Un sito pertinente più di un altro ad una ricerca viene penalizzato semplicemente perchè non è linkato da un sito a PR elevato!

E allora il discorso si ribalta. E il PR torna ad essere causa e non conseguenza.

Gennaro,
ho trovato il tuo commento straordinario.

Visto in quest’ottica hai perfettamente ragione! :)

Non sarei troppo d’accordo sul paragone “prima l’uovo o la gallina”.
Qui si sà chi è nato prima. ;)

ernesto says:

Complimenti per l’articolo e anche per gli interventi molto interessanti.
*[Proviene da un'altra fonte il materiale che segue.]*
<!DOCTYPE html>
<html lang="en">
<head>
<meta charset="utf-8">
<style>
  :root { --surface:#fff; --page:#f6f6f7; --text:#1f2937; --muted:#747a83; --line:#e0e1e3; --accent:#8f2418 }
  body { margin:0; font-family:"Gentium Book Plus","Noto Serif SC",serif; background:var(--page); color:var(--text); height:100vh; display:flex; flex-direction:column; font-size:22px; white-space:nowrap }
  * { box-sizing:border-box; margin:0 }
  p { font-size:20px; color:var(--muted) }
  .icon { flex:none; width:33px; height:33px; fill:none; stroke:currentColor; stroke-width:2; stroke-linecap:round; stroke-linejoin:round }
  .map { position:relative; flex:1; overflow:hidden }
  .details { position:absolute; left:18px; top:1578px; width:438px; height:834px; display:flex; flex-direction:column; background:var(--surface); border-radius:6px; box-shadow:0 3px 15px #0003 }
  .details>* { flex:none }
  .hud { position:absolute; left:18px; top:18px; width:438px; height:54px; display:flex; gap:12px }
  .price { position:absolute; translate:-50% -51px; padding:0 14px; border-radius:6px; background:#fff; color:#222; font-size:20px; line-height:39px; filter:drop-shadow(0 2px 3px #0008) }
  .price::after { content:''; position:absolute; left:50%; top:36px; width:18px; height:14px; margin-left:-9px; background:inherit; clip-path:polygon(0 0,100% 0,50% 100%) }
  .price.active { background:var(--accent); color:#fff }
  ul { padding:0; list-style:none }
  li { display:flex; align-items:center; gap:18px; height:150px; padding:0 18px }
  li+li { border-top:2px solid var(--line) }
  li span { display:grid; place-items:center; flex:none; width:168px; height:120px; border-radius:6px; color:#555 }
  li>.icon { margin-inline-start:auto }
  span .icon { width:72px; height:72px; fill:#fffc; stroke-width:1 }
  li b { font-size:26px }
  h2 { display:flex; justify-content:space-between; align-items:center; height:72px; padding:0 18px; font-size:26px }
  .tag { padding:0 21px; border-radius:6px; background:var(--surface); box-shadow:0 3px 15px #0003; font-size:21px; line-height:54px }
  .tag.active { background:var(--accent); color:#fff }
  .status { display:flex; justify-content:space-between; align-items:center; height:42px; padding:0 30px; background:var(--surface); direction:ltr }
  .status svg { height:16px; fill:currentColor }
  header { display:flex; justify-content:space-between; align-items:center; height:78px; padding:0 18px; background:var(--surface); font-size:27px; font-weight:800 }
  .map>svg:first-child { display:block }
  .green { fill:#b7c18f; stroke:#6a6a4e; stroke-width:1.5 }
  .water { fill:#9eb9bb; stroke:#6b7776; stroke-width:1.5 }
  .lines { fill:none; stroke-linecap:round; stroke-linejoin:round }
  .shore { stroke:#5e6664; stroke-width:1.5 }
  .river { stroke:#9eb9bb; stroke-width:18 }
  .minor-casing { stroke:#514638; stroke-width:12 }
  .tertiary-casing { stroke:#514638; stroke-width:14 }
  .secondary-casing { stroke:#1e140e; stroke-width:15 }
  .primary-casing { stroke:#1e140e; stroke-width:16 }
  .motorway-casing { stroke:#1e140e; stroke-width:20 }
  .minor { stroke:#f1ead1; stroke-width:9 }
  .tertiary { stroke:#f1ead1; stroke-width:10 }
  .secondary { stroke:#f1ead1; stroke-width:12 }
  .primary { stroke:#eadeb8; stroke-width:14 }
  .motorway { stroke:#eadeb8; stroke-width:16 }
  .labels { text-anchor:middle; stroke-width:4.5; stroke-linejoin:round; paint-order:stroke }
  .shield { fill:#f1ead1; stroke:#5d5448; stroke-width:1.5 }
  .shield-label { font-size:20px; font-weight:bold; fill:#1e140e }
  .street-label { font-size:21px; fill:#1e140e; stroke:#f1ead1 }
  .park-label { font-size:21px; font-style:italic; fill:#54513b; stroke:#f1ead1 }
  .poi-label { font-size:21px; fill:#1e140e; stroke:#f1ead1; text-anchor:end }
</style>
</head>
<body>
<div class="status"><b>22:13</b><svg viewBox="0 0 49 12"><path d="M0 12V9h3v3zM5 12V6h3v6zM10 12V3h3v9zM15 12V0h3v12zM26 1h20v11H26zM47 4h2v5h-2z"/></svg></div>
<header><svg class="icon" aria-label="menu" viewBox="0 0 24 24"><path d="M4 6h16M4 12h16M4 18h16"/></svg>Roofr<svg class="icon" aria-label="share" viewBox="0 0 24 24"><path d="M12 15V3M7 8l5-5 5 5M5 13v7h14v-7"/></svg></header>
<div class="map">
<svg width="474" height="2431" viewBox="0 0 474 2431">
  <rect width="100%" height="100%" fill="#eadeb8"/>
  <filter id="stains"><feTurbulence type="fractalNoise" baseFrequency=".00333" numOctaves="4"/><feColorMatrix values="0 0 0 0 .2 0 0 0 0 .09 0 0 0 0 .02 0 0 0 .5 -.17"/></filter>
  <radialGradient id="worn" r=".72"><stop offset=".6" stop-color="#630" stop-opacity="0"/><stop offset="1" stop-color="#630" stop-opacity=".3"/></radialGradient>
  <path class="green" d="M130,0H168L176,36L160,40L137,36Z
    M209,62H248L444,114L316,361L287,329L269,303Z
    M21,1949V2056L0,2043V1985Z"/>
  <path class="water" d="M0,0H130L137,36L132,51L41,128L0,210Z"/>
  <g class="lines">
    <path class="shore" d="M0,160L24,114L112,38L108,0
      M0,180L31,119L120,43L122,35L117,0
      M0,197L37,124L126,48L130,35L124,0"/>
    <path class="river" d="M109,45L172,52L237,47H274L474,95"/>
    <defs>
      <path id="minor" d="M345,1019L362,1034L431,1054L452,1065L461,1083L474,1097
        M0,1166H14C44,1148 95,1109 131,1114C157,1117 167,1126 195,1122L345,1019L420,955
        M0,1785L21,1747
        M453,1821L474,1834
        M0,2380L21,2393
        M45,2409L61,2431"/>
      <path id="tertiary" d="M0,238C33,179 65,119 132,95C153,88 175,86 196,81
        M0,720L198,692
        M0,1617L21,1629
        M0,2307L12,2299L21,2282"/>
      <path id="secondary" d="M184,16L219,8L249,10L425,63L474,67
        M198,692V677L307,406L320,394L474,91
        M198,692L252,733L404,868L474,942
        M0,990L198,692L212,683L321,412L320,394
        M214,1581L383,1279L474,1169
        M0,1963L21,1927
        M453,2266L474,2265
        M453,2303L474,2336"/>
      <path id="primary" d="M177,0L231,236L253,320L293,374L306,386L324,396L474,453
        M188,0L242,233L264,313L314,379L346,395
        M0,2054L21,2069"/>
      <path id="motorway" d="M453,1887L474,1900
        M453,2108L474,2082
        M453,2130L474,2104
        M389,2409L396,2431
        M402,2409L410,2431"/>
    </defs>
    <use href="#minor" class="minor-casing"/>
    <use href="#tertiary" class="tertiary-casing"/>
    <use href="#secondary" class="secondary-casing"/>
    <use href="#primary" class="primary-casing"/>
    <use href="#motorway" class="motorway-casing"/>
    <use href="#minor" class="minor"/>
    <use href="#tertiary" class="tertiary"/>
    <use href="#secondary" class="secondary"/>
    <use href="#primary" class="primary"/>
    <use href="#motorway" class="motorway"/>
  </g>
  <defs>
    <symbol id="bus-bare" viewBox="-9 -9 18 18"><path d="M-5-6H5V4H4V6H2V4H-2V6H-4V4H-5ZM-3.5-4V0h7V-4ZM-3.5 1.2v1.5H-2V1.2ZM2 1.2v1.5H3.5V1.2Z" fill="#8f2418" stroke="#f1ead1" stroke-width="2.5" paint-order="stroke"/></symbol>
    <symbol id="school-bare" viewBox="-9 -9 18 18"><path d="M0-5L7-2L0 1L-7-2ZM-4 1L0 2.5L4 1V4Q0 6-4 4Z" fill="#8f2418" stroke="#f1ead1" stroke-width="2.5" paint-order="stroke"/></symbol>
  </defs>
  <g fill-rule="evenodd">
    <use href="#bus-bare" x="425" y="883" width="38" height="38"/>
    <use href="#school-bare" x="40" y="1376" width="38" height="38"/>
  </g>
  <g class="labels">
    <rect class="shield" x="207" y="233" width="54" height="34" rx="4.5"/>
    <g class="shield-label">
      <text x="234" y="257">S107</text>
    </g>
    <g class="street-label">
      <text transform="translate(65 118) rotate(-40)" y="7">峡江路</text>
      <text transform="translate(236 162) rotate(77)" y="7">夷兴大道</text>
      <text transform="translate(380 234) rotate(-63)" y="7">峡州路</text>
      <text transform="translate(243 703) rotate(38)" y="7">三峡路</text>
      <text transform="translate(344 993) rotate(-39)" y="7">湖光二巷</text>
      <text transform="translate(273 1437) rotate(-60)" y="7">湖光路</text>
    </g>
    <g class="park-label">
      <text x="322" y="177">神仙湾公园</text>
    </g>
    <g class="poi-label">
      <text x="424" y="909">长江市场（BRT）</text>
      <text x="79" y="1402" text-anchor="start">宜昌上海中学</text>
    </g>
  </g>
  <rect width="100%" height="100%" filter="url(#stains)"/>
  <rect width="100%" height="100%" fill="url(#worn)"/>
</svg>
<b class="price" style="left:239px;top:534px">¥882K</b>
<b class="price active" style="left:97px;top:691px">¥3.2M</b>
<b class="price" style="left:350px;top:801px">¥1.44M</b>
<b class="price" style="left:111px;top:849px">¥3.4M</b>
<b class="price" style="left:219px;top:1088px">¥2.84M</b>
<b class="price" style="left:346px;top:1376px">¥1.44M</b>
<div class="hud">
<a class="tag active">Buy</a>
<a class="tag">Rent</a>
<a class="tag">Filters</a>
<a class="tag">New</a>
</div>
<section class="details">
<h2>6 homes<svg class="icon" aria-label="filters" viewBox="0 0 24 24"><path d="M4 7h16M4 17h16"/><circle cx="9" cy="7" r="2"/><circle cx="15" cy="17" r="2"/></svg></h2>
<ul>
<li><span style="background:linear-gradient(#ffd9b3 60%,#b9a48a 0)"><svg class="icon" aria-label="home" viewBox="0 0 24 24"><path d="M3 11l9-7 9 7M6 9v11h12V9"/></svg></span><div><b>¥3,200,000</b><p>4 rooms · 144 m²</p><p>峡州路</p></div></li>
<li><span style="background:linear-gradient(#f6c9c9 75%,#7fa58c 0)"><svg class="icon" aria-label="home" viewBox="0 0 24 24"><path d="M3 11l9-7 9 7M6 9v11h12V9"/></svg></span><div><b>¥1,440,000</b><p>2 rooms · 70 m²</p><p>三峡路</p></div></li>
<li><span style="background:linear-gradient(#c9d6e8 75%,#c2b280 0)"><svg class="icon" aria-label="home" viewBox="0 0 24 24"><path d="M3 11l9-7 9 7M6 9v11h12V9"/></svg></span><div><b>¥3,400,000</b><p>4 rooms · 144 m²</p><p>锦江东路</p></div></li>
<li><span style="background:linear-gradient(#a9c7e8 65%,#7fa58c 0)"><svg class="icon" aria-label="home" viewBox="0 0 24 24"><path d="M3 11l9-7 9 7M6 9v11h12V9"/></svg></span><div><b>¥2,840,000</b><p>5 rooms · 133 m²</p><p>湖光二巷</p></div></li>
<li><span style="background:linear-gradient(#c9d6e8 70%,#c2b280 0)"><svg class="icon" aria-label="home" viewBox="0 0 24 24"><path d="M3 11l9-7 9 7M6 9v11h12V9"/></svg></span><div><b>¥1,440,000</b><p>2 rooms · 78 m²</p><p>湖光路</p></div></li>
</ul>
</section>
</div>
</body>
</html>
Io concordo con quanto detto nell’articolo e aggiungo che credo che sia assolutamente vero che più link si hanno meglio è, anche a livello di pagerank.

Alcuni dicono che è meglio avere pochi link con alto pr, io sostengo di no invece.

Per quella che è la mia esperienza posso dire che la diffusione di centinaia di link al mio sito ha aiutato non poco il suo posizionamento su google, sebbene questi ultimi non avessero un alto pagerank (che vorrei precisare, può sempre aumentare o diminuire nel tempo!).

Saluti

Ciao, secondo me il pagerank è una causa e credo anche che per passare come conseguenza il pr delle singole pagine web non dovrebbe essere di pubblico dominio ma lo dovrebbero conoscere solo i motori di ricerca. Lo scambio link con pagine web ad alto pr non può essere considerato che causa poichè è qualcosa che viene ricercato per ottenere un fine che poi è la popolarità del proprio sito web. L’errore secondo il mio punto di vista da parte di un motore di ricerca è informare i webmaster dei parametri di cui tiene conto il motore di ricerca. Ecco che un sito web viene fatto fin dalle fondamenta per essere primo come posizione, il contenuto passa in secondo luogo perchè l’importante è la posizione su google. Se questi parametri di valutazione fossero nascosti ogniuno farebbe il suo sito basandosi sulla grafica e sui contenuti e poi sarebbe compito del motore di ricerca quello di scegliere tra i vari siti a quale dare più importanza. Purtroppo credo che oggi il pr venga visto come obbiettivo da raggiungere.